→ Required action
Could you please reproduce every record below exactly, leaving out the pictures?
# # # #
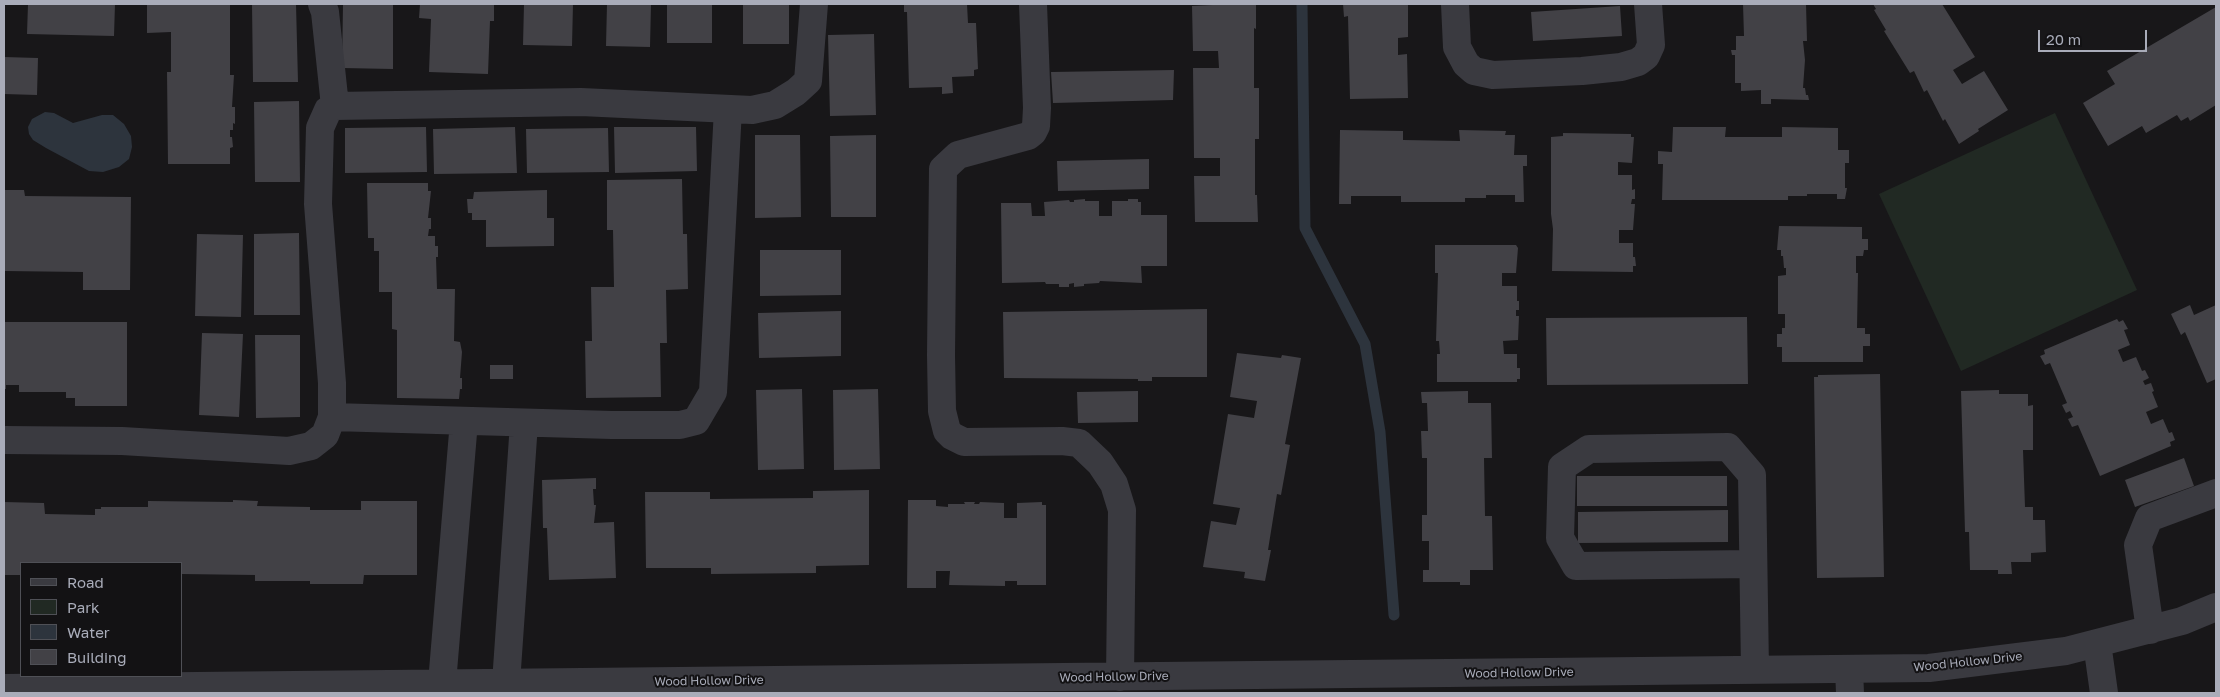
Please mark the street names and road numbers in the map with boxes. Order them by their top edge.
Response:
street label: Wood Hollow Drive [1913,649,2023,675]
street label: Wood Hollow Drive [1464,665,1574,681]
street label: Wood Hollow Drive [1059,669,1169,685]
street label: Wood Hollow Drive [654,673,764,689]

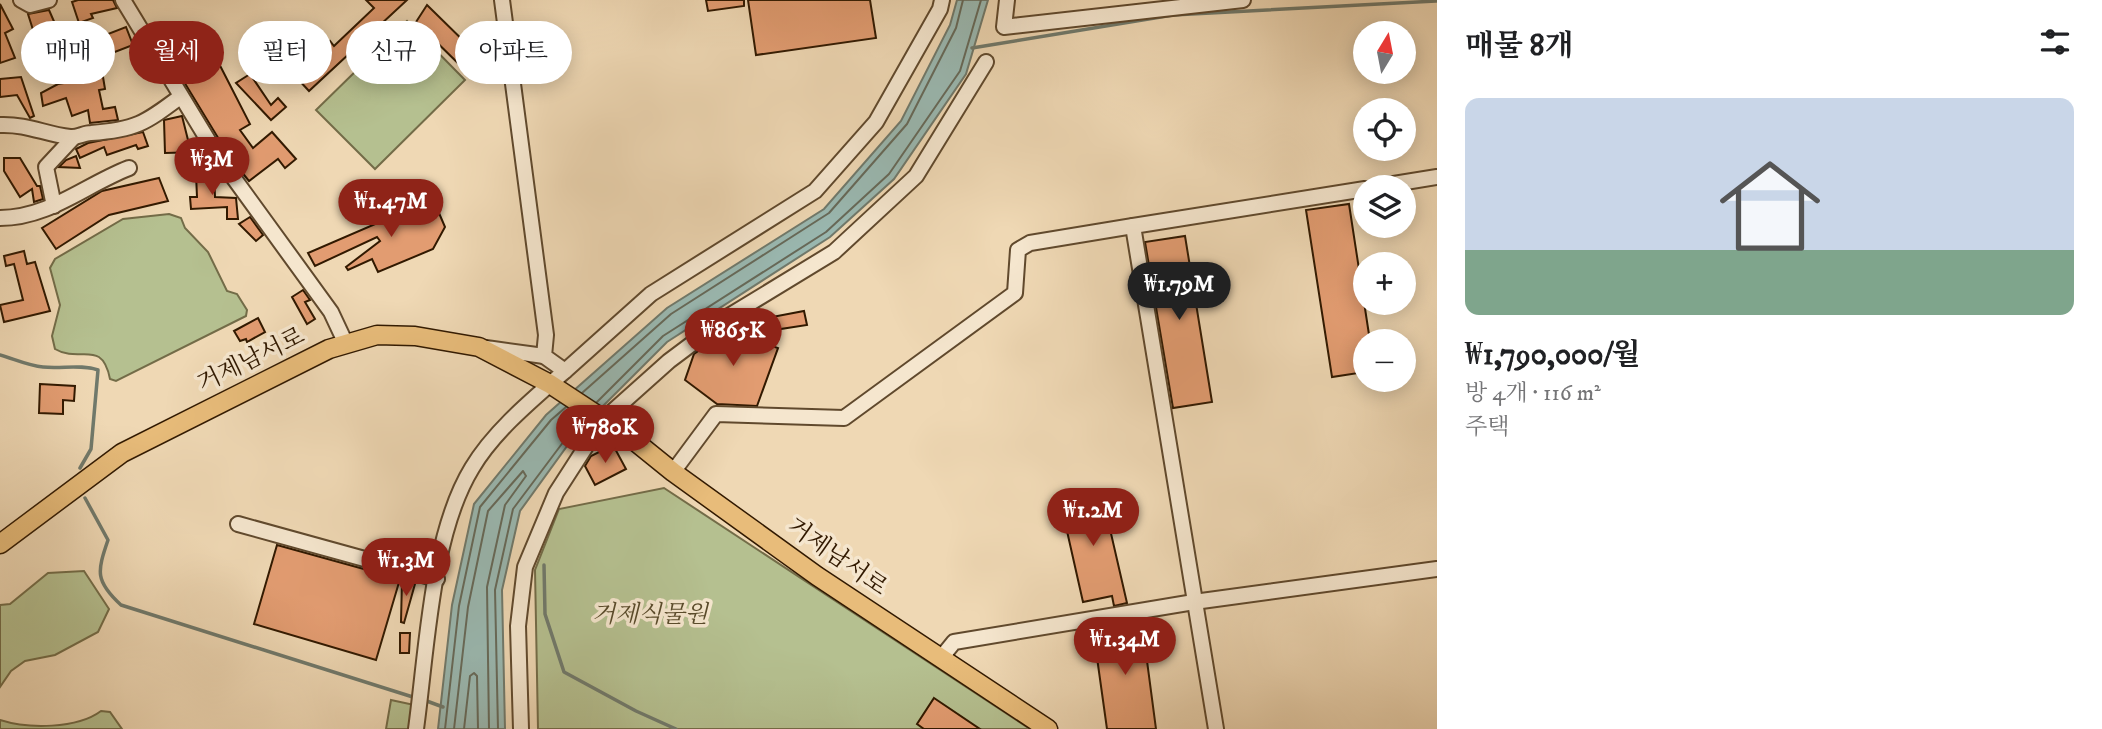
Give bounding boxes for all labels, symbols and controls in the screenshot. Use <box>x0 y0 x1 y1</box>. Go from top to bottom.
chip: 매매 <box>21 21 115 84</box>
chip: 월세 <box>129 21 224 84</box>
chip: 필터 <box>238 21 332 84</box>
chip: 신규 <box>346 21 441 84</box>
chip: 아파트 <box>455 21 572 84</box>
north arrow <box>1353 21 1416 84</box>
map controls <box>1353 21 1416 392</box>
icon: filters <box>2036 23 2074 61</box>
text: 매물 8개 <box>1465 28 1573 65</box>
button: locate <box>1353 98 1416 161</box>
pin: ₩3M <box>178 138 246 197</box>
icon: home <box>1707 143 1833 269</box>
text: ₩3M <box>190 145 234 174</box>
button: layers <box>1353 175 1416 238</box>
pin: ₩1.47M <box>334 180 448 239</box>
text: ₩1.47M <box>354 187 428 216</box>
button: + <box>1353 252 1416 315</box>
pin: ₩1.79M <box>1122 262 1236 322</box>
text: ₩1.79M <box>1144 270 1214 299</box>
pin: ₩865K <box>684 308 782 368</box>
text: ₩865K <box>701 316 765 345</box>
street label: 거제남서로 <box>192 321 310 399</box>
button: − <box>1353 329 1416 392</box>
text: ₩1,790,000/월 <box>1465 337 1640 374</box>
text: 방 4개 · 116 m² <box>1465 379 1601 408</box>
pin: ₩780K <box>556 406 654 465</box>
text: ₩780K <box>572 413 638 442</box>
text: 주택 <box>1465 413 1509 442</box>
pin: ₩1.2M <box>1044 489 1142 548</box>
text: ₩1.2M <box>1063 496 1123 525</box>
street label: 거제남서로 <box>781 511 893 603</box>
pin: ₩1.3M <box>357 538 455 598</box>
text: ₩1.3M <box>377 546 435 575</box>
park label: 거제식물원 <box>592 600 710 630</box>
pin: ₩1.34M <box>1068 618 1182 677</box>
text: ₩1.34M <box>1090 625 1160 654</box>

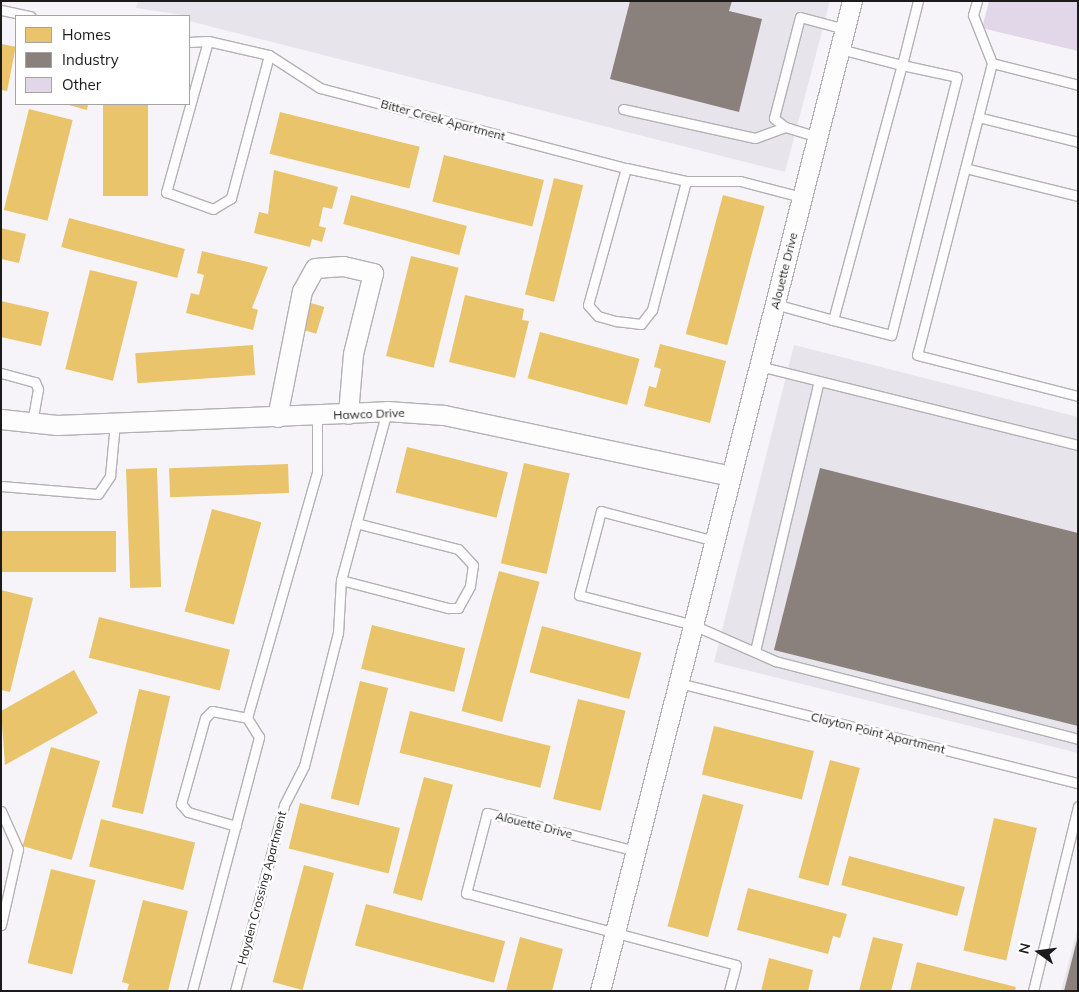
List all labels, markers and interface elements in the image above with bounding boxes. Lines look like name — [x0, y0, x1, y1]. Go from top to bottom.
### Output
legend — [15, 15, 190, 105]
text: Homes — [62, 25, 111, 44]
text: Industry — [62, 50, 119, 69]
text: Other — [62, 75, 101, 94]
street label: Bitter Creek Apartment — [379, 96, 507, 144]
street label: Alouette Drive — [767, 231, 801, 311]
street label: Hawco Drive — [333, 406, 405, 422]
street label: Clayton Point Apartment — [809, 709, 947, 757]
street label: Alouette Drive — [494, 808, 574, 842]
street label: Hayden Crossing Apartment — [235, 810, 289, 966]
north arrow — [1014, 927, 1064, 977]
text: N — [1014, 941, 1034, 956]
# # # #
→ Task result
Please mark the street names and road numbers in the map with boxes. Order them by their top edge.
Response:
street label: Wood Hollow Drive [1913,649,2023,675]
street label: Wood Hollow Drive [1464,665,1574,681]
street label: Wood Hollow Drive [1059,669,1169,685]
street label: Wood Hollow Drive [654,673,764,689]

Give bounding boxes for all labels, symbols and controls in the screenshot. Use <box>x0 y0 x1 y1</box>. Go from top to bottom.
chip: 매매 <box>21 21 115 84</box>
chip: 월세 <box>129 21 224 84</box>
chip: 필터 <box>238 21 332 84</box>
chip: 신규 <box>346 21 441 84</box>
chip: 아파트 <box>455 21 572 84</box>
north arrow <box>1353 21 1416 84</box>
map controls <box>1353 21 1416 392</box>
icon: filters <box>2036 23 2074 61</box>
text: 매물 8개 <box>1465 28 1573 65</box>
button: locate <box>1353 98 1416 161</box>
pin: ₩3M <box>178 138 246 197</box>
icon: home <box>1707 143 1833 269</box>
text: ₩3M <box>190 145 234 174</box>
button: layers <box>1353 175 1416 238</box>
pin: ₩1.47M <box>334 180 448 239</box>
text: ₩1.47M <box>354 187 428 216</box>
button: + <box>1353 252 1416 315</box>
pin: ₩1.79M <box>1122 262 1236 322</box>
text: ₩1.79M <box>1144 270 1214 299</box>
pin: ₩865K <box>684 308 782 368</box>
text: ₩865K <box>701 316 765 345</box>
street label: 거제남서로 <box>192 321 310 399</box>
button: − <box>1353 329 1416 392</box>
text: ₩1,790,000/월 <box>1465 337 1640 374</box>
text: 방 4개 · 116 m² <box>1465 379 1601 408</box>
pin: ₩780K <box>556 406 654 465</box>
text: ₩780K <box>572 413 638 442</box>
text: 주택 <box>1465 413 1509 442</box>
pin: ₩1.2M <box>1044 489 1142 548</box>
text: ₩1.2M <box>1063 496 1123 525</box>
street label: 거제남서로 <box>781 511 893 603</box>
pin: ₩1.3M <box>357 538 455 598</box>
text: ₩1.3M <box>377 546 435 575</box>
park label: 거제식물원 <box>592 600 710 630</box>
pin: ₩1.34M <box>1068 618 1182 677</box>
text: ₩1.34M <box>1090 625 1160 654</box>

List all labels, markers and interface elements in the image above with bounding boxes. Lines look like name — [x0, y0, x1, y1]. Go from top to bottom.
### Output
legend — [15, 15, 190, 105]
text: Homes — [62, 25, 111, 44]
text: Industry — [62, 50, 119, 69]
text: Other — [62, 75, 101, 94]
street label: Bitter Creek Apartment — [379, 96, 507, 144]
street label: Alouette Drive — [767, 231, 801, 311]
street label: Hawco Drive — [333, 406, 405, 422]
street label: Clayton Point Apartment — [809, 709, 947, 757]
street label: Alouette Drive — [494, 808, 574, 842]
street label: Hayden Crossing Apartment — [235, 810, 289, 966]
north arrow — [1014, 927, 1064, 977]
text: N — [1014, 941, 1034, 956]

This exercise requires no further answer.